Mira Shaib: I’m very glad that people are seeing the truth in a way when other people have their eyes are they’re getting more knowledge, they’re getting more attention to the details that happening in our region. Because at some point we always felt like we need to teach people and it’s not my place to teach people about everything that is happening around the world. You can have your own opinion, you can read, you can see what is happening. So at some point, we got tired of teaching and, now seeing the new generation growing up and realizing how tough it is the region is what’s going happening in the region and seeing that this is also the lives that we’ve been through.  Lebanon has been in trouble and, war, almost all since I grew up and I and the writers, we all left Lebanon for a lot of reasons, including the trouble that is happening in the region.
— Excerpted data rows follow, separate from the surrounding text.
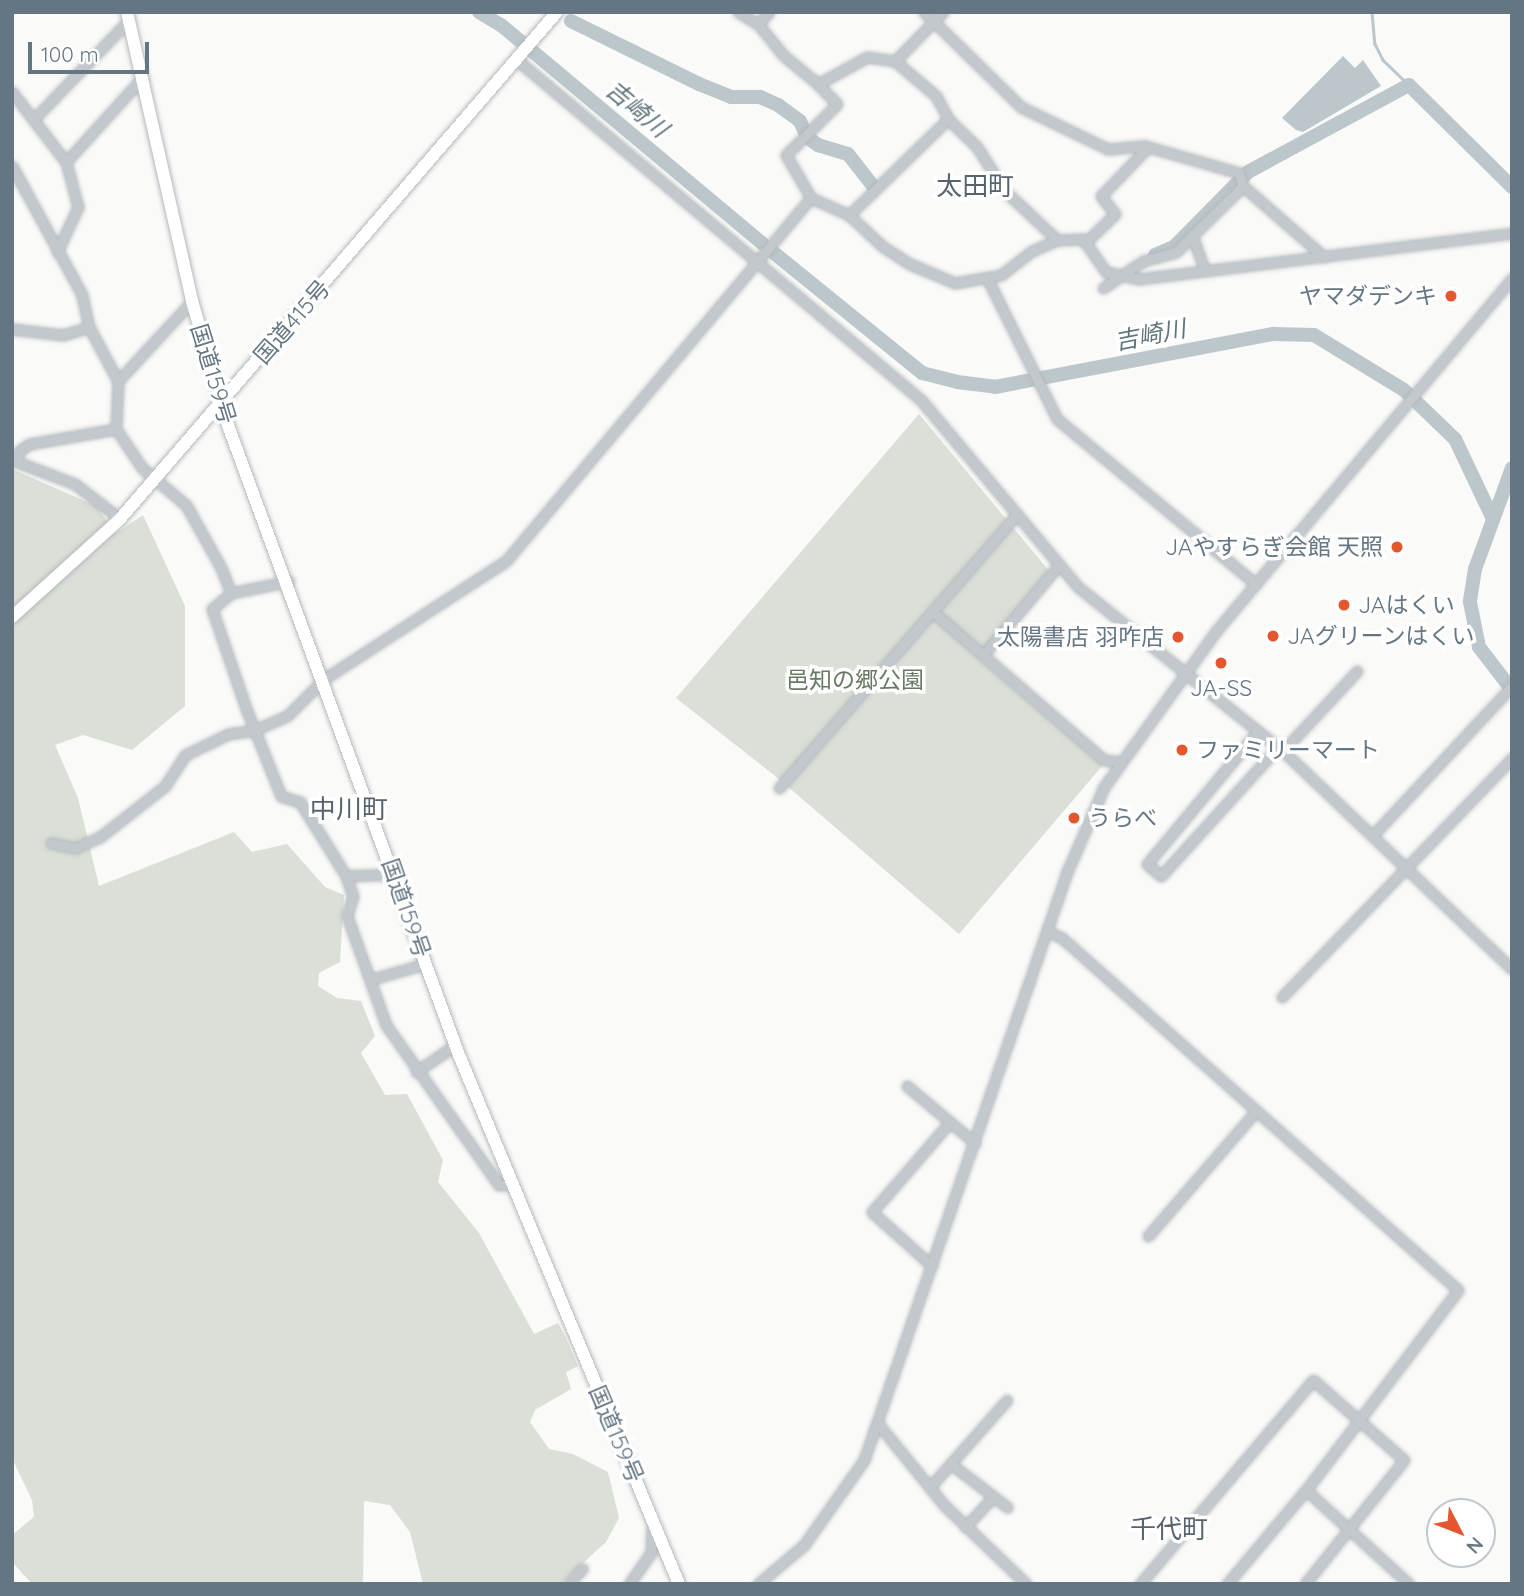 <!DOCTYPE html>
<html>
<head>
<meta charset="utf-8">
<style>
  body { margin:0 }
  #map { position:relative; width:1524px; height:1596px; overflow:hidden; background:#fafaf8; font-family:Quicksand,"Noto Sans JP",sans-serif }
  div>[style] { position:absolute }
  [style*='--x'] { left:calc(var(--x)*1px); top:calc(var(--y)*1px); width:calc(var(--w)*1px); rotate:calc(var(--a)*1deg) }
  .green>* { inset:0; background:#dadfd7 }
  .water>* { inset:0; background:#bbc7cb }
  .stream>* { height:2.5px; margin:-1.25px; padding:0 1.25px; transform-origin:1.25px; border-radius:1.25px; background:#bbc7cb }
  .river>* { height:14px; margin:-7px; padding:0 7px; transform-origin:7px; border-radius:7px; background:#bbc7cb }
  .roads { filter:drop-shadow(0 0 2px #b4b9bd) drop-shadow(0 0 2px #b4b9bd) }
  .minor>* { height:9px; margin:-4.5px; padding:0 4.5px; transform-origin:4.5px; border-radius:4.5px; background:#c3c8cc }
  .highway>* { height:12px; margin:-6px; padding:0 6px; transform-origin:6px; border-radius:6px; background:#fff }
  .dots>* { width:19px; height:19px; translate:-50% -50%; box-sizing:border-box; border:4px solid #fff; border-radius:50% }
  span { translate:-50% -50%; white-space:nowrap; text-align:center; line-height:1.15; -webkit-text-stroke:7px #fff; paint-order:stroke }
  .poi-label { font-size:23px; color:#657683 }
  .right { translate:-100% -50%; text-align:right }
  .left { translate:0 -50%; text-align:left }
  .street-label { font-size:23px; color:#657683 }
  .park-label { font-size:23px; color:#687a64 }
  .water-label { font-size:24px; color:#60757c; font-style:italic }
  .quarter-label { font-size:26px; color:#57646e }
  .frame { position:absolute; inset:0; border:14px solid #657683; pointer-events:none }
  .north { position:absolute; left:1426px; top:1498px; width:70px; height:70px; box-sizing:border-box; background:#fff; border:2px solid #c1c8cd; border-radius:50%; rotate:132deg; font-size:19px; font-weight:700; line-height:28px; text-align:center; color:#657683 }
  .north::after { content:''; display:block; margin:auto; width:24px; height:32px; background:#e4572e; clip-path:polygon(50% 0,100% 100%,50% 72%,0 100%) }
  .scale { position:absolute; left:28px; top:42px; width:121px; height:32px; box-sizing:border-box; border:4px solid #657683; border-top:0; padding-left:9px; font-size:21px; line-height:24px; white-space:nowrap; color:#657683; -webkit-text-stroke:5px #fff; paint-order:stroke }
</style>
</head>
<body>
<div id="map">
  <div class="green">
    <i style="clip-path:polygon(919px 414px,1050px 572px,978px 658px,1103px 765px,959px 934px,779px 779px,676px 698px)"></i>
    <i style="clip-path:polygon(12px 469px,96px 506px,116px 533px,143px 515px,185px 606px,185px 706px,132px 750px,83px 735px,55px 745px,78px 798px,99px 886px,234px 832px,252px 852px,287px 844px,325px 887px,344px 895px,340px 962px,319px 973px,318px 986px,337px 998px,361px 1001px,375px 1036px,361px 1053px,385px 1095px,407px 1094px,443px 1160px,438px 1182px,479px 1233px,534px 1334px,558px 1323px,565px 1336px,578px 1366px,566px 1372px,571px 1389px,535px 1410px,530px 1422px,549px 1449px,573px 1454px,608px 1472px,619px 1518px,606px 1542px,560px 1584px,423px 1584px,410px 1532px,390px 1505px,364px 1501px,363px 1584px,32px 1584px,13px 1563px,12px 1535px,34px 1517px,32px 1500px,12px 1458px)"></i>
  </div>
  <div class="water">
    <i style="clip-path:polygon(1343px 56px,1355px 68px,1363px 60px,1381px 86px,1303px 132px,1296px 130px,1282px 118px)"></i>
  </div>
  <div class="stream">
    <i style="--x:1372;--y:12;--w:32;--a:85"></i>
    <i style="--x:1375;--y:44;--w:18;--a:63"></i>
    <i style="--x:1383;--y:60;--w:36;--a:44"></i>
  </div>
  <div class="river">
    <i style="--x:479;--y:12;--w:26;--a:31"></i>
    <i style="--x:501;--y:25;--w:341;--a:39.9"></i>
    <i style="--x:571;--y:21;--w:143;--a:26.2"></i>
    <i style="--x:699;--y:84;--w:35;--a:22"></i>
    <i style="--x:731;--y:97;--w:29;--a:0"></i>
    <i style="--x:760;--y:97;--w:20;--a:24"></i>
    <i style="--x:778;--y:105;--w:27;--a:36"></i>
    <i style="--x:800;--y:121;--w:17;--a:66"></i>
    <i style="--x:807;--y:137;--w:14;--a:36"></i>
    <i style="--x:818;--y:145;--w:31;--a:17"></i>
    <i style="--x:848;--y:154;--w:41;--a:52"></i>
    <i style="--x:774;--y:253;--w:191;--a:39"></i>
    <i style="--x:922;--y:373;--w:36;--a:14"></i>
    <i style="--x:957;--y:382;--w:38;--a:7"></i>
    <i style="--x:995;--y:387;--w:284;--a:-10.8"></i>
    <i style="--x:1274;--y:334;--w:40;--a:1.4"></i>
    <i style="--x:1314;--y:335;--w:105;--a:31.4"></i>
    <i style="--x:1404;--y:390;--w:71;--a:43.9"></i>
    <i style="--x:1455;--y:439;--w:89;--a:64.6"></i>
    <i style="--x:1155;--y:255;--w:21;--a:-23"></i>
    <i style="--x:1174;--y:247;--w:105;--a:-45.4"></i>
    <i style="--x:1248;--y:172;--w:183;--a:-28.4"></i>
    <i style="--x:1409;--y:85;--w:145;--a:44.7"></i>
    <i style="--x:1512;--y:468;--w:108;--a:110.1"></i>
    <i style="--x:1475;--y:569;--w:33;--a:99"></i>
    <i style="--x:1470;--y:602;--w:46;--a:78.7"></i>
    <i style="--x:1479;--y:647;--w:54;--a:52.5"></i>
  </div>
  <div class="roads">
    <div class="minor">
      <i style="--x:738;--y:12;--w:23;--a:31"></i>
      <i style="--x:758;--y:24;--w:41;--a:50.9"></i>
      <i style="--x:784;--y:56;--w:44;--a:39.5"></i>
      <i style="--x:818;--y:84;--w:56;--a:-28.9"></i>
      <i style="--x:867;--y:57;--w:28;--a:8"></i>
      <i style="--x:895;--y:61;--w:54;--a:40.5"></i>
      <i style="--x:936;--y:96;--w:26;--a:62"></i>
      <i style="--x:948;--y:119;--w:40;--a:44"></i>
      <i style="--x:977;--y:147;--w:51;--a:57.9"></i>
      <i style="--x:1004;--y:190;--w:73;--a:43.3"></i>
      <i style="--x:924;--y:12;--w:136;--a:44.4"></i>
      <i style="--x:1021;--y:107;--w:97;--a:25.8"></i>
      <i style="--x:1108;--y:149;--w:37;--a:-5"></i>
      <i style="--x:1145;--y:146;--w:98;--a:16"></i>
      <i style="--x:1239;--y:173;--w:14;--a:73"></i>
      <i style="--x:1243;--y:186;--w:108;--a:41.2"></i>
      <i style="--x:758;--y:24;--w:16;--a:-47"></i>
      <i style="--x:516;--y:59;--w:529;--a:40.1"></i>
      <i style="--x:921;--y:400;--w:244;--a:50"></i>
      <i style="--x:1078;--y:587;--w:263;--a:38.7"></i>
      <i style="--x:1283;--y:751;--w:316;--a:43.6"></i>
      <i style="--x:895;--y:61;--w:69;--a:-45.6"></i>
      <i style="--x:12;--y:92;--w:88;--a:52.4"></i>
      <i style="--x:34;--y:119;--w:137;--a:-46.2"></i>
      <i style="--x:12;--y:166;--w:147;--a:61.5"></i>
      <i style="--x:82;--y:295;--w:33;--a:78"></i>
      <i style="--x:89;--y:327;--w:61;--a:61.8"></i>
      <i style="--x:118;--y:381;--w:48;--a:92.4"></i>
      <i style="--x:116;--y:429;--w:47;--a:56.3"></i>
      <i style="--x:142;--y:468;--w:57;--a:40.1"></i>
      <i style="--x:186;--y:505;--w:72;--a:60.9"></i>
      <i style="--x:221;--y:568;--w:27;--a:68"></i>
      <i style="--x:231;--y:593;--w:25;--a:140"></i>
      <i style="--x:212;--y:609;--w:108;--a:71.1"></i>
      <i style="--x:247;--y:711;--w:92;--a:68.2"></i>
      <i style="--x:281;--y:796;--w:20;--a:18"></i>
      <i style="--x:300;--y:802;--w:87;--a:58.1"></i>
      <i style="--x:346;--y:876;--w:21;--a:71"></i>
      <i style="--x:353;--y:896;--w:21;--a:107"></i>
      <i style="--x:347;--y:916;--w:116;--a:70.3"></i>
      <i style="--x:386;--y:1025;--w:196;--a:54.8"></i>
      <i style="--x:499;--y:1185;--w:12;--a:-5"></i>
      <i style="--x:811;--y:198;--w:50;--a:-120.2"></i>
      <i style="--x:786;--y:155;--w:72;--a:-45"></i>
      <i style="--x:837;--y:104;--w:28;--a:-134"></i>
      <i style="--x:849;--y:215;--w:138;--a:-44.1"></i>
      <i style="--x:1085;--y:243;--w:42;--a:-44"></i>
      <i style="--x:1115;--y:214;--w:23;--a:-128"></i>
      <i style="--x:1101;--y:196;--w:68;--a:-46.2"></i>
      <i style="--x:57;--y:252;--w:50;--a:-65"></i>
      <i style="--x:78;--y:207;--w:47;--a:-104.9"></i>
      <i style="--x:66;--y:162;--w:115;--a:-47.8"></i>
      <i style="--x:1205;--y:271;--w:37;--a:-110"></i>
      <i style="--x:1192;--y:236;--w:71;--a:-44.4"></i>
      <i style="--x:988;--y:280;--w:155;--a:63.6"></i>
      <i style="--x:1057;--y:419;--w:259;--a:39.7"></i>
      <i style="--x:1103;--y:288;--w:48;--a:-34"></i>
      <i style="--x:1143;--y:261;--w:34;--a:-15"></i>
      <i style="--x:1176;--y:252;--w:23;--a:-45"></i>
      <i style="--x:12;--y:329;--w:51;--a:6.7"></i>
      <i style="--x:63;--y:335;--w:27;--a:-17"></i>
      <i style="--x:118;--y:381;--w:109;--a:-47.2"></i>
      <i style="--x:12;--y:460;--w:67;--a:20.9"></i>
      <i style="--x:75;--y:484;--w:57;--a:37.9"></i>
      <i style="--x:17;--y:462;--w:11;--a:-80"></i>
      <i style="--x:19;--y:451;--w:12;--a:-35"></i>
      <i style="--x:29;--y:444;--w:88;--a:-9.8"></i>
      <i style="--x:231;--y:593;--w:59;--a:-11.7"></i>
      <i style="--x:932;--y:611;--w:228;--a:40.9"></i>
      <i style="--x:1104;--y:760;--w:17;--a:7"></i>
      <i style="--x:983;--y:655;--w:116;--a:-49.9"></i>
      <i style="--x:1258;--y:731;--w:173;--a:129.8"></i>
      <i style="--x:1147;--y:864;--w:18;--a:41"></i>
      <i style="--x:1161;--y:876;--w:174;--a:-47.8"></i>
      <i style="--x:1283;--y:751;--w:109;--a:-47.2"></i>
      <i style="--x:779;--y:788;--w:362;--a:-49"></i>
      <i style="--x:1374;--y:834;--w:202;--a:-47"></i>
      <i style="--x:51;--y:843;--w:25;--a:12"></i>
      <i style="--x:75;--y:848;--w:27;--a:-24"></i>
      <i style="--x:100;--y:837;--w:83;--a:-38.1"></i>
      <i style="--x:165;--y:786;--w:37;--a:-57"></i>
      <i style="--x:185;--y:755;--w:48;--a:-26"></i>
      <i style="--x:228;--y:734;--w:27;--a:-8"></i>
      <i style="--x:255;--y:730;--w:36;--a:-24"></i>
      <i style="--x:288;--y:715;--w:51;--a:-45"></i>
      <i style="--x:324;--y:679;--w:217;--a:-33"></i>
      <i style="--x:506;--y:561;--w:474;--a:-50"></i>
      <i style="--x:811;--y:198;--w:42;--a:24.1"></i>
      <i style="--x:849;--y:215;--w:45;--a:43.2"></i>
      <i style="--x:882;--y:246;--w:33;--a:33"></i>
      <i style="--x:910;--y:264;--w:49;--a:22.9"></i>
      <i style="--x:955;--y:283;--w:47;--a:-9.9"></i>
      <i style="--x:1001;--y:275;--w:39;--a:-38"></i>
      <i style="--x:1032;--y:251;--w:27;--a:-24"></i>
      <i style="--x:1057;--y:240;--w:26;--a:-2"></i>
      <i style="--x:1083;--y:239;--w:40;--a:55.1"></i>
      <i style="--x:1106;--y:272;--w:34;--a:12"></i>
      <i style="--x:1139;--y:279;--w:376;--a:-7"></i>
      <i style="--x:346;--y:876;--w:48;--a:-2.4"></i>
      <i style="--x:1049;--y:932;--w:14;--a:25"></i>
      <i style="--x:1062;--y:938;--w:530;--a:41.63"></i>
      <i style="--x:1458;--y:1290;--w:251;--a:127.2"></i>
      <i style="--x:1306;--y:1490;--w:123;--a:130"></i>
      <i style="--x:372;--y:979;--w:55;--a:-15.8"></i>
      <i style="--x:1282;--y:997;--w:332;--a:-46.1"></i>
      <i style="--x:416;--y:1072;--w:47;--a:-34.7"></i>
      <i style="--x:907;--y:1086;--w:89;--a:40"></i>
      <i style="--x:1148;--y:1236;--w:165;--a:-49.2"></i>
      <i style="--x:932;--y:1266;--w:81;--a:-138"></i>
      <i style="--x:872;--y:1212;--w:119;--a:-49.1"></i>
      <i style="--x:879;--y:1425;--w:103;--a:50.9"></i>
      <i style="--x:944;--y:1505;--w:114;--a:43.9"></i>
      <i style="--x:951;--y:1464;--w:71;--a:37.5"></i>
      <i style="--x:930;--y:1487;--w:116;--a:-48.5"></i>
      <i style="--x:1306;--y:1490;--w:139;--a:42.4"></i>
      <i style="--x:965;--y:1527;--w:41;--a:-47"></i>
      <i style="--x:568;--y:1584;--w:21;--a:-47"></i>
      <i style="--x:629;--y:1584;--w:38;--a:-55"></i>
      <i style="--x:651;--y:1553;--w:27;--a:-88"></i>
      <i style="--x:758;--y:1584;--w:60;--a:-40.3"></i>
      <i style="--x:804;--y:1545;--w:104;--a:-54.8"></i>
      <i style="--x:864;--y:1460;--w:622;--a:-70.95"></i>
      <i style="--x:1067;--y:872;--w:93;--a:-66.5"></i>
      <i style="--x:1104;--y:787;--w:193;--a:-54.3"></i>
      <i style="--x:1217;--y:630;--w:459;--a:-50"></i>
      <i style="--x:1140;--y:1584;--w:267;--a:-49.7"></i>
      <i style="--x:1313;--y:1380;--w:121;--a:41.3"></i>
      <i style="--x:1404;--y:1460;--w:159;--a:128.6"></i>
    </div>
    <div class="highway">
      <i style="--x:127;--y:12;--w:296;--a:77.3"></i>
      <i style="--x:192;--y:301;--w:132;--a:73.8"></i>
      <i style="--x:229;--y:428;--w:668;--a:69.86"></i>
      <i style="--x:459;--y:1055;--w:573;--a:67.42"></i>
      <i style="--x:12;--y:617;--w:146;--a:-42.2"></i>
      <i style="--x:120;--y:519;--w:669;--a:-49.24"></i>
    </div>
  </div>
  <div class="dots">
    <i style="left:1451px;top:296px;background:#e4572e"></i>
    <i style="left:1397px;top:547px;background:#e4572e"></i>
    <i style="left:1344px;top:605px;background:#e4572e"></i>
    <i style="left:1273px;top:636px;background:#e4572e"></i>
    <i style="left:1178px;top:637px;background:#e4572e"></i>
    <i style="left:1221px;top:663px;background:#e4572e"></i>
    <i style="left:1182px;top:750px;background:#e4572e"></i>
    <i style="left:1074px;top:818px;background:#e4572e"></i>
  </div>
  <div class="poi-label">
    <span class="right" style="left:1437px;top:296px">ヤマダデンキ</span>
    <span class="right" style="left:1383px;top:547px">JAやすらぎ会館 天照</span>
    <span class="left" style="left:1358px;top:605px">JAはくい</span>
    <span class="left" style="left:1287px;top:636px">JAグリーンはくい</span>
    <span class="right" style="left:1164px;top:637px">太陽書店 羽咋店</span>
    <span style="left:1221px;top:688px">JA-SS</span>
    <span class="left" style="left:1196px;top:750px">ファミリーマート</span>
    <span class="left" style="left:1088px;top:818px">うらべ</span>
  </div>
  <div class="street-label">
    <span style="left:292px;top:322px;rotate:-49deg">国道415号</span>
    <span style="left:213px;top:374px;rotate:73deg">国道159号</span>
    <span style="left:406px;top:908px;rotate:71deg">国道159号</span>
    <span style="left:616px;top:1434px;rotate:67deg">国道159号</span>
  </div>
  <div class="park-label">
    <span style="left:855px;top:680px">邑知の郷公園</span>
  </div>
  <div class="water-label">
    <span style="left:637px;top:109px;rotate:40deg">吉崎川</span>
    <span style="left:1150px;top:335px;rotate:-11deg">吉崎川</span>
  </div>
  <div class="quarter-label">
    <span style="left:975px;top:186px">太田町</span>
    <span style="left:349px;top:809px">中川町</span>
    <span style="left:1169px;top:1529px">千代町</span>
  </div>
  <div class="frame"></div>
  <div class="north">N</div>
  <div class="scale">100 m</div>
</div>
</body>
</html>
Mira Shaib: So if I think the region is going to get better, I really do hope for the generations that are growing up there to have to live in a peaceful world. Because of all the trauma and the PTSD that I grew up in and my brother and I grew up in, we’re going to carry them all our lives. It’s not something I wish upon anyone. I just wish for people to have their minds open, read more, have more knowledge about the situation, and learn what is going on in the region and not just believe the news that they’re reading because the news has been lying all their lives. So just like, understand that it is unfair for the whole people, for everyone living in the region to live that way.

Aayush Sharma: What do you hope audiences will take away from Arzé and Kinan’s journey through the film, and how do you want them to feel at the end of the story?

Mira Shaib: Well, for the Lebanese audience specifically, I hope that they come out of the movie with a smile and hope that the country hopefully is going to be better. Only if we change as people because we’re all the same. And that’s what the movie is trying to tell you, everyone, that, oh, look around, we’re all pin-pointing. We’re all saying the same words, just like change, and once you change as people, your country is going to get better and we’re going to be able to live again in our country.

Mira Shaib: As for the international audience, I want to see if the story is going to resonate with them. I want to see how they’re going to see Beirut.  I found Beirut as it is. I didn’t change anything. The streets are the same. I tried my best to go around the whole city and I want them to see it. See it and tell me how it resonated with them. Additionally, I want them to tell me about the relationship between the mother and the son and because it is not a Lebanese relationship, we all can go through this. There’s a single mother everywhere in the world, mothers and women struggling everywhere in the world. A lot of kids everywhere in the world want to leave their countries and go and live a better life. So I just really want to see how they’re going to react after they see the movie and what are they going to think about Beirut.

Mira Shaib’s photo by Adil Boukind.

Arzé recently screened at the Tribeca Film Festival.